Numerosi interventi a sostegno di famiglie, istruzione, imprese e ricerca nella finanziaria approvata dalla Giunta regionale
CAGLIARI - «Una manovra estremamente importante - ha detto il Presidente della regione alla presentazione della finanziaria - per noi e per la società sarda, perché affrontiamo la crisi in atto nel mondo con i conti in regola grazie all'opera di risanamento fatta in questi anni. Abbiamo sistemato i conti pubblici e conquistato risorse statali con la riscrittura dell'articolo 8 dello Statuto sulla compartecipazione alle entrate - ha continuato il Presidente Soru - e questo ci permette di proseguire nelle politiche già avviate a favore delle famiglie, delle politiche sociali, delle imprese, dei giovani, della scuola, dell'università e della ricerca. Una politica che può avere più forza quest'anno».

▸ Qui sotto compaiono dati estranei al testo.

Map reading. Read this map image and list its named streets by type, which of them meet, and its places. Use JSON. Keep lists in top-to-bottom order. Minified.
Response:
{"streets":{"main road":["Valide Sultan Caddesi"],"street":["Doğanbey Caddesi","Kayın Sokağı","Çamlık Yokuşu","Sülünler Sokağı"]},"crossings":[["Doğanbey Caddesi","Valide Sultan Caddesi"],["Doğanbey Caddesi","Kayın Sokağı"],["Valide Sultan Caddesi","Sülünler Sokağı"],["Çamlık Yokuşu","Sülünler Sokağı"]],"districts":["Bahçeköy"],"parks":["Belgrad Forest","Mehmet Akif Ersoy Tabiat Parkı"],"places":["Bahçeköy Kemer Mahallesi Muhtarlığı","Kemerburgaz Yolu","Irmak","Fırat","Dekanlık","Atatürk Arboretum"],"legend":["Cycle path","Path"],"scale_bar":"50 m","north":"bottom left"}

Maggiori investimenti per le persone non autosufficienti e gli anziani; il “benvenuto” da 100 euro al mese fino all'anno e mezzo di età per i neonati; i contributi alle giovani coppie per i canoni d'affitto e per l'acquisto della casa (50 milioni); i fondi di garanzia alle imprese e la diminuzione dell'Irap di circa il 25%; il miglioramento della qualità dell'istruzione nell'isola; gli assegni di merito per gli studenti universitari; la gratuità nei trasporti interni per anziani e studenti; i bonus per l'acquisto di testi scolastici e personal computer; risorse per borse individuali per i ricercatori sardi nell'ambito di un progetto di “rientro di cervelli”; l’aumento del 4,6% dei trasferimenti agli enti locali nel Fondo unico.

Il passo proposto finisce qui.